[Collected data]
####

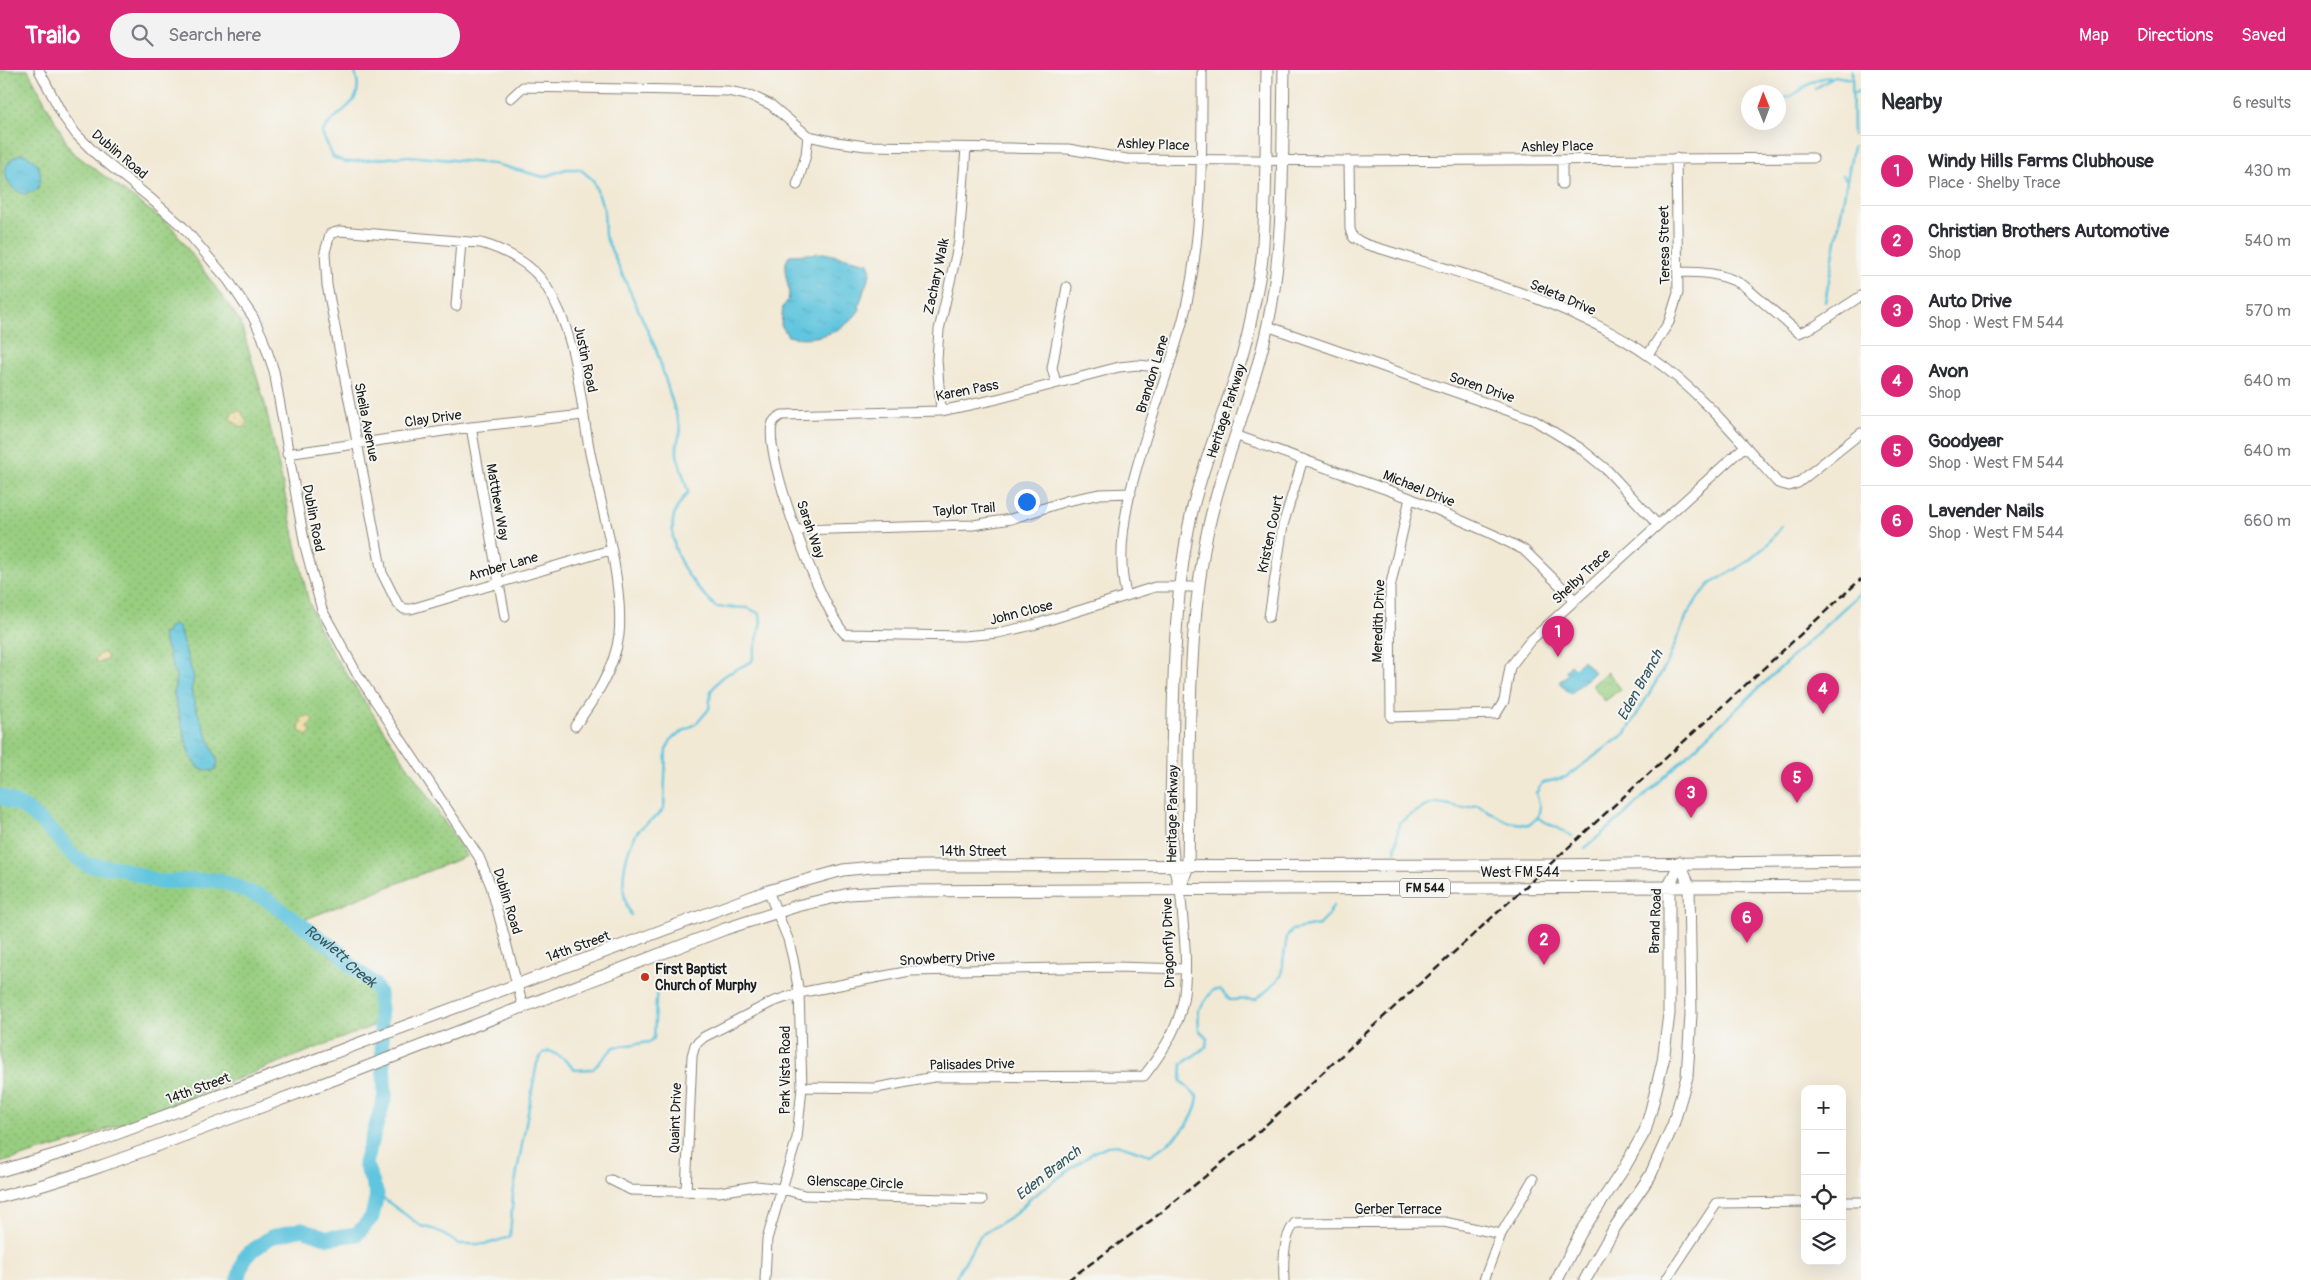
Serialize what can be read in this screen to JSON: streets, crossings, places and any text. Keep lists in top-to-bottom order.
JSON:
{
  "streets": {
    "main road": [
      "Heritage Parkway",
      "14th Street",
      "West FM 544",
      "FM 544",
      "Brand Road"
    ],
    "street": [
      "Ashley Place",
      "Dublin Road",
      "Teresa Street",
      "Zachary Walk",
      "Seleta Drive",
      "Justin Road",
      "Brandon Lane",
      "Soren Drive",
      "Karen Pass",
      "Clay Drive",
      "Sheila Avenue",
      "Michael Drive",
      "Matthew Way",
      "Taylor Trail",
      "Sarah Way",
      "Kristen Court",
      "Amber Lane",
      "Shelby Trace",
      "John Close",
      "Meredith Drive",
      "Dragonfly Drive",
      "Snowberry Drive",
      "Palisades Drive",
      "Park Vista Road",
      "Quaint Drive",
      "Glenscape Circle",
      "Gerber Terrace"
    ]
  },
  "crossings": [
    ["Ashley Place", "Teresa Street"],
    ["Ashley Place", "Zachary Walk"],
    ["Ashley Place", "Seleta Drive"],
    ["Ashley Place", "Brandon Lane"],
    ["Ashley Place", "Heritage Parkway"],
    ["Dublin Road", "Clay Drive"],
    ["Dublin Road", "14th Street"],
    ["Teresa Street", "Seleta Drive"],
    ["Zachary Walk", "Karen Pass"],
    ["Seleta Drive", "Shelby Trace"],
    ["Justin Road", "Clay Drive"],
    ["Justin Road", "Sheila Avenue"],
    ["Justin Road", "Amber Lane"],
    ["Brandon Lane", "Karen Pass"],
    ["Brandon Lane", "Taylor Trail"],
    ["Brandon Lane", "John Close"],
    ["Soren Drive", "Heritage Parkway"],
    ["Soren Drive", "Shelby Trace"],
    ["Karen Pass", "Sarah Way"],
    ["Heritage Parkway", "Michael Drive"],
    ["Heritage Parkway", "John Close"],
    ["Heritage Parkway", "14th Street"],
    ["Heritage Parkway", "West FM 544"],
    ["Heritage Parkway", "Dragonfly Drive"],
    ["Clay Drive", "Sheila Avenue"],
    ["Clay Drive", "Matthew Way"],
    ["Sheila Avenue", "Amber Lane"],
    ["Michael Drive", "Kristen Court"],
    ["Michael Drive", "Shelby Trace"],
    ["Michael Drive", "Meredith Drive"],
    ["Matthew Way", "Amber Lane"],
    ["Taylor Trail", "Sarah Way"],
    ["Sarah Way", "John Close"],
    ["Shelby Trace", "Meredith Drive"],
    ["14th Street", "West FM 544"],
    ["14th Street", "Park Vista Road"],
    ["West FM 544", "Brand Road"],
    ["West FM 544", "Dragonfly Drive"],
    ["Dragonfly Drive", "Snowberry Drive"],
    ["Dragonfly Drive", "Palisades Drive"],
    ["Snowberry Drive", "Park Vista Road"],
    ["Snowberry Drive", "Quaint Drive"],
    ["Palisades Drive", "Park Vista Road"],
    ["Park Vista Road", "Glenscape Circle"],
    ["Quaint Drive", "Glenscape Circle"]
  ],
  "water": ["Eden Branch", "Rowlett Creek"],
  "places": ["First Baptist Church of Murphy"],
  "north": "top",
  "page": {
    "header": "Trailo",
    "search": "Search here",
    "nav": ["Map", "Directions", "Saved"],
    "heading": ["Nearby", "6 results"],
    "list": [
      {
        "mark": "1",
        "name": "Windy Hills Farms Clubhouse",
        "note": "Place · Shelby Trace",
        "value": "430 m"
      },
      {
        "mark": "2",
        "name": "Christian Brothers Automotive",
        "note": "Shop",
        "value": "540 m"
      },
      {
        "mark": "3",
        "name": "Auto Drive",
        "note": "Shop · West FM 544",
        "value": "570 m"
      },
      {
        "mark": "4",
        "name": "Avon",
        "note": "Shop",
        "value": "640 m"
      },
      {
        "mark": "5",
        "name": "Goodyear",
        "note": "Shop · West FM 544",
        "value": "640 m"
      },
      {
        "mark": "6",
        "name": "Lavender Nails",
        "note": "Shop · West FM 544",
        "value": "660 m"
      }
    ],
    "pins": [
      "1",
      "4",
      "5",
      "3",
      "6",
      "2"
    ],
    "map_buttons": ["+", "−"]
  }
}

####

[PROBLEM TO WORK ON] Restate each entry word for word; omit the pictures.

[TASK SOLUTION]
Serialize what can be read in this screen to JSON: streets, crossings, places and any text. Keep lists in top-to-bottom order.
JSON:
{
  "streets": {
    "main road": [
      "Heritage Parkway",
      "14th Street",
      "West FM 544",
      "FM 544",
      "Brand Road"
    ],
    "street": [
      "Ashley Place",
      "Dublin Road",
      "Teresa Street",
      "Zachary Walk",
      "Seleta Drive",
      "Justin Road",
      "Brandon Lane",
      "Soren Drive",
      "Karen Pass",
      "Clay Drive",
      "Sheila Avenue",
      "Michael Drive",
      "Matthew Way",
      "Taylor Trail",
      "Sarah Way",
      "Kristen Court",
      "Amber Lane",
      "Shelby Trace",
      "John Close",
      "Meredith Drive",
      "Dragonfly Drive",
      "Snowberry Drive",
      "Palisades Drive",
      "Park Vista Road",
      "Quaint Drive",
      "Glenscape Circle",
      "Gerber Terrace"
    ]
  },
  "crossings": [
    ["Ashley Place", "Teresa Street"],
    ["Ashley Place", "Zachary Walk"],
    ["Ashley Place", "Seleta Drive"],
    ["Ashley Place", "Brandon Lane"],
    ["Ashley Place", "Heritage Parkway"],
    ["Dublin Road", "Clay Drive"],
    ["Dublin Road", "14th Street"],
    ["Teresa Street", "Seleta Drive"],
    ["Zachary Walk", "Karen Pass"],
    ["Seleta Drive", "Shelby Trace"],
    ["Justin Road", "Clay Drive"],
    ["Justin Road", "Sheila Avenue"],
    ["Justin Road", "Amber Lane"],
    ["Brandon Lane", "Karen Pass"],
    ["Brandon Lane", "Taylor Trail"],
    ["Brandon Lane", "John Close"],
    ["Soren Drive", "Heritage Parkway"],
    ["Soren Drive", "Shelby Trace"],
    ["Karen Pass", "Sarah Way"],
    ["Heritage Parkway", "Michael Drive"],
    ["Heritage Parkway", "John Close"],
    ["Heritage Parkway", "14th Street"],
    ["Heritage Parkway", "West FM 544"],
    ["Heritage Parkway", "Dragonfly Drive"],
    ["Clay Drive", "Sheila Avenue"],
    ["Clay Drive", "Matthew Way"],
    ["Sheila Avenue", "Amber Lane"],
    ["Michael Drive", "Kristen Court"],
    ["Michael Drive", "Shelby Trace"],
    ["Michael Drive", "Meredith Drive"],
    ["Matthew Way", "Amber Lane"],
    ["Taylor Trail", "Sarah Way"],
    ["Sarah Way", "John Close"],
    ["Shelby Trace", "Meredith Drive"],
    ["14th Street", "West FM 544"],
    ["14th Street", "Park Vista Road"],
    ["West FM 544", "Brand Road"],
    ["West FM 544", "Dragonfly Drive"],
    ["Dragonfly Drive", "Snowberry Drive"],
    ["Dragonfly Drive", "Palisades Drive"],
    ["Snowberry Drive", "Park Vista Road"],
    ["Snowberry Drive", "Quaint Drive"],
    ["Palisades Drive", "Park Vista Road"],
    ["Park Vista Road", "Glenscape Circle"],
    ["Quaint Drive", "Glenscape Circle"]
  ],
  "water": ["Eden Branch", "Rowlett Creek"],
  "places": ["First Baptist Church of Murphy"],
  "north": "top",
  "page": {
    "header": "Trailo",
    "search": "Search here",
    "nav": ["Map", "Directions", "Saved"],
    "heading": ["Nearby", "6 results"],
    "list": [
      {
        "mark": "1",
        "name": "Windy Hills Farms Clubhouse",
        "note": "Place · Shelby Trace",
        "value": "430 m"
      },
      {
        "mark": "2",
        "name": "Christian Brothers Automotive",
        "note": "Shop",
        "value": "540 m"
      },
      {
        "mark": "3",
        "name": "Auto Drive",
        "note": "Shop · West FM 544",
        "value": "570 m"
      },
      {
        "mark": "4",
        "name": "Avon",
        "note": "Shop",
        "value": "640 m"
      },
      {
        "mark": "5",
        "name": "Goodyear",
        "note": "Shop · West FM 544",
        "value": "640 m"
      },
      {
        "mark": "6",
        "name": "Lavender Nails",
        "note": "Shop · West FM 544",
        "value": "660 m"
      }
    ],
    "pins": [
      "1",
      "4",
      "5",
      "3",
      "6",
      "2"
    ],
    "map_buttons": ["+", "−"]
  }
}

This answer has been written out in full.